Artificial intelligence can even help reduce less malignant, but still very powerful biases that often cloud our business judgment. Think about the bias (in English-speaking countries) against information published in English, the bias in startups against older people despite their greater knowledge and experience; the tendency in manufacturing to use the same suppliers and methods rather than Try new, possibly better approaches. Don’t forget that during tough economic times, supply chain executives and Wall Street investors make short-term decisions based on emotion.
Putting AI to work in all of these areas can effectively check for unrecognized bias in decision-making.
If making mistakes is human nature, artificial intelligence may be the solution we need to avoid the consequences of our hidden biases Costly and unethical consequences. But what about the interference these biases have with AI itself? How can AI be a useful solution if it misreads biased data and amplifies biased human heuristics?
There are now tools designed to eliminate implicit human and data biases that creep into AI. The What-If tool, developed by Google's People and AI Research team (PAIR), allows developers to explore the performance of AI using an extensive library of "fairness metrics," while PWC's Bias Analyzer tool, IBM Research's AI Fairness 360 tool, and O 'Each of Reilly's LIME tools helps us identify whether bias exists in our AI code.

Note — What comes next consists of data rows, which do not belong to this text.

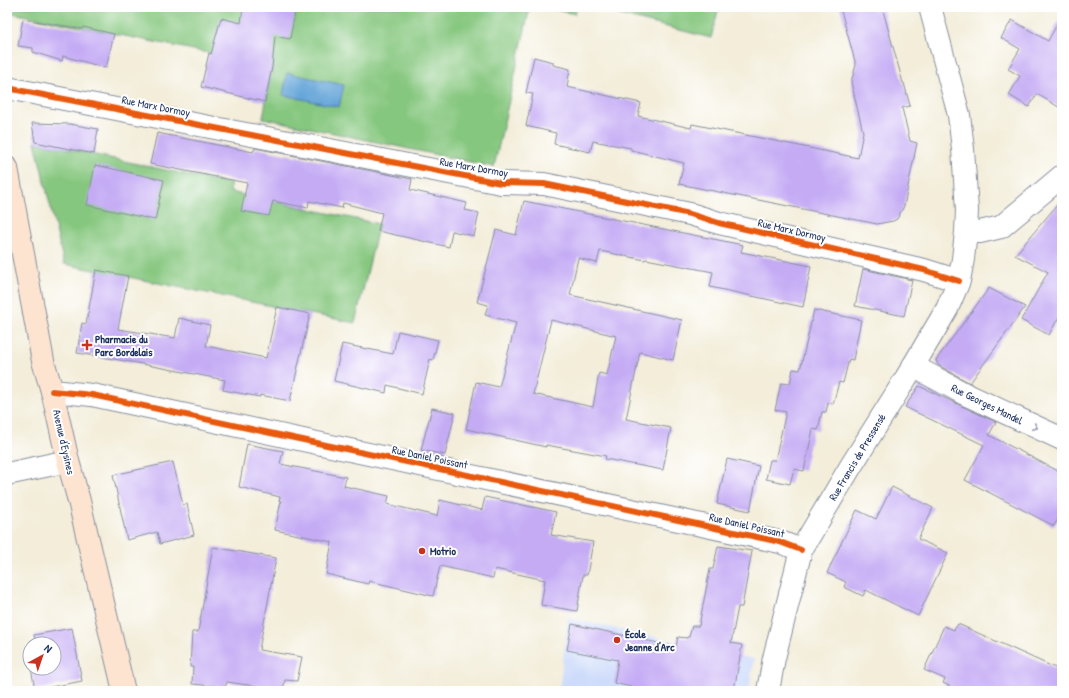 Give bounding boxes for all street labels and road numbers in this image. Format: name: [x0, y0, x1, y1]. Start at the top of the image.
street label: Rue Marx Dormoy: [121, 93, 192, 120]
street label: Rue Marx Dormoy: [439, 154, 510, 180]
street label: Rue Marx Dormoy: [757, 215, 828, 245]
street label: Rue Georges Mandel: [949, 381, 1025, 427]
street label: Avenue d'Eysines: [50, 408, 78, 476]
street label: Rue Francis de Pressensé: [826, 410, 889, 503]
street label: Rue Daniel Poissant: [391, 442, 469, 472]
street label: Rue Daniel Poissant: [708, 510, 786, 541] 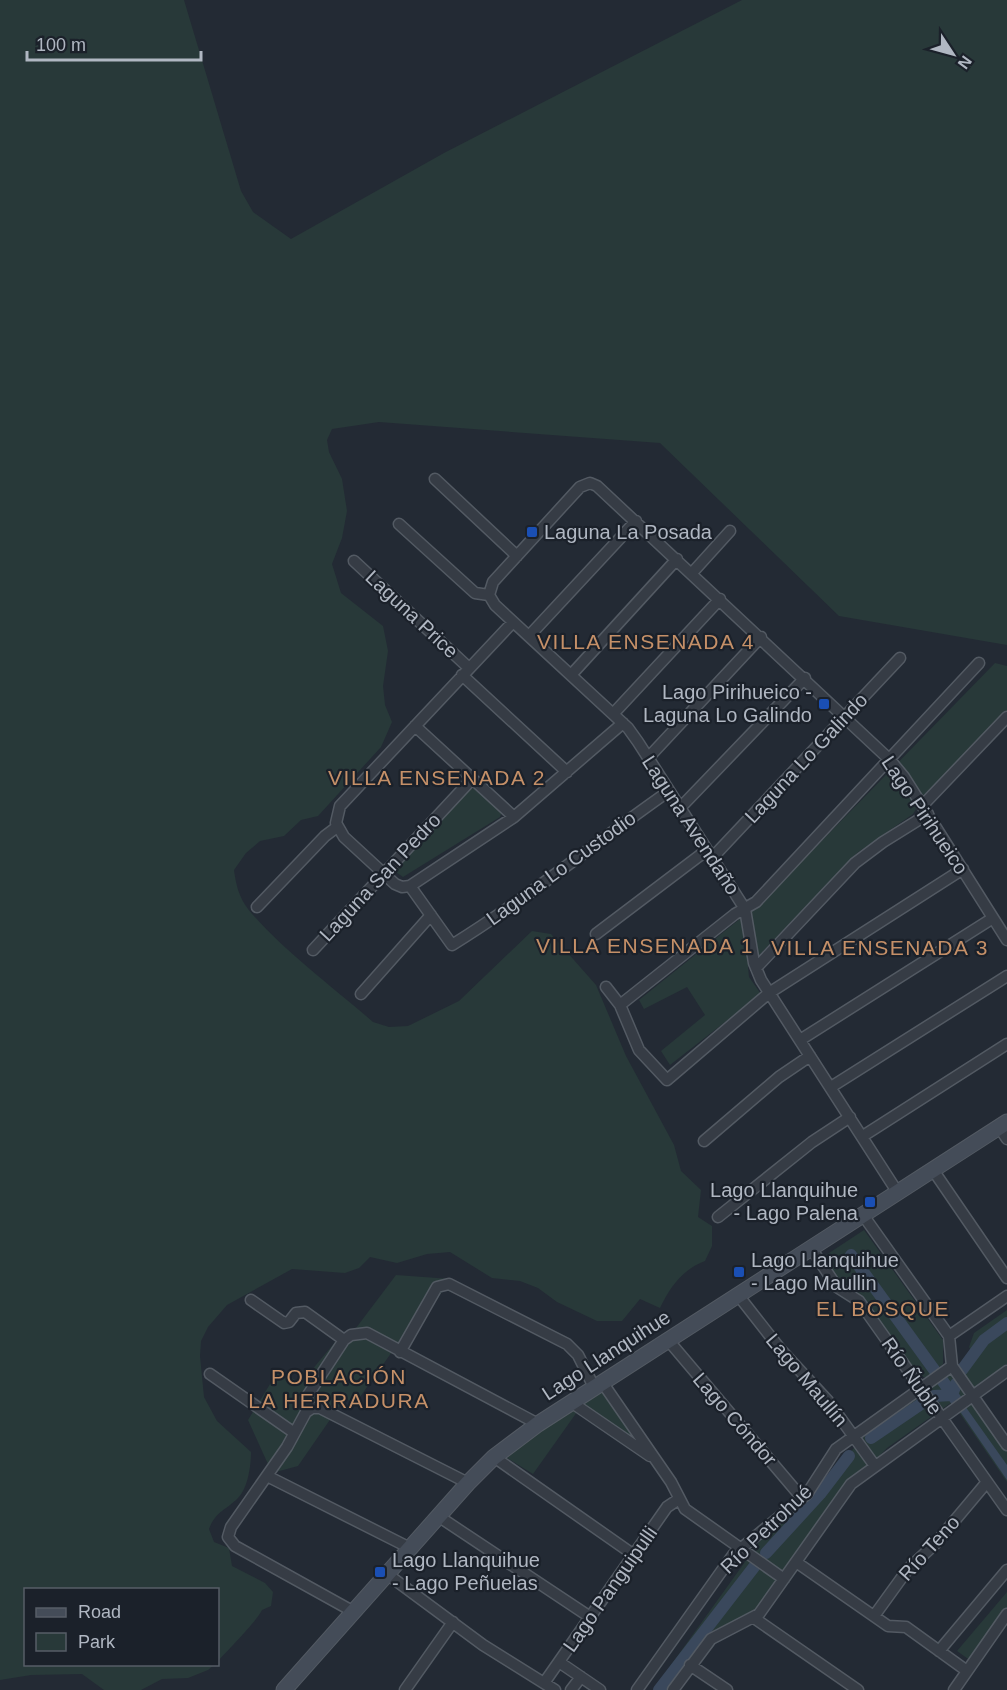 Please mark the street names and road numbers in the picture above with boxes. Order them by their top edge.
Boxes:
street label: Laguna Price [361,566,463,662]
street label: Laguna Lo Galindo [740,689,872,827]
street label: Laguna Avendaño [638,752,744,898]
street label: Lago Pirihueico [877,752,973,878]
street label: Laguna Lo Custodio [482,806,640,930]
street label: Laguna San Pedro [315,808,445,946]
street label: Lago Llanquihue [538,1305,674,1405]
street label: Lago Maullín [762,1329,852,1431]
street label: Río Ñuble [877,1333,947,1419]
street label: Lago Cóndor [689,1368,781,1470]
street label: Río Petrohué [716,1480,816,1578]
street label: Río Teno [894,1511,964,1585]
street label: Lago Panguipulli [559,1522,661,1656]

If you are a senior executive or board member who is considering the ways in which artificial intelligence might reduce bias in your organization, I urge you to consider artificial intelligence as a promising new weapon in your arsenal, Rather than seeing it as a panacea that completely solves the problem. From a holistic and practical perspective, you still need to establish baselines for reducing bias, train your employees to recognize and avoid hidden bias, and collect external feedback from customers, suppliers, or consultants. Bias reviews are not only a good idea, in some cases, they're even the law.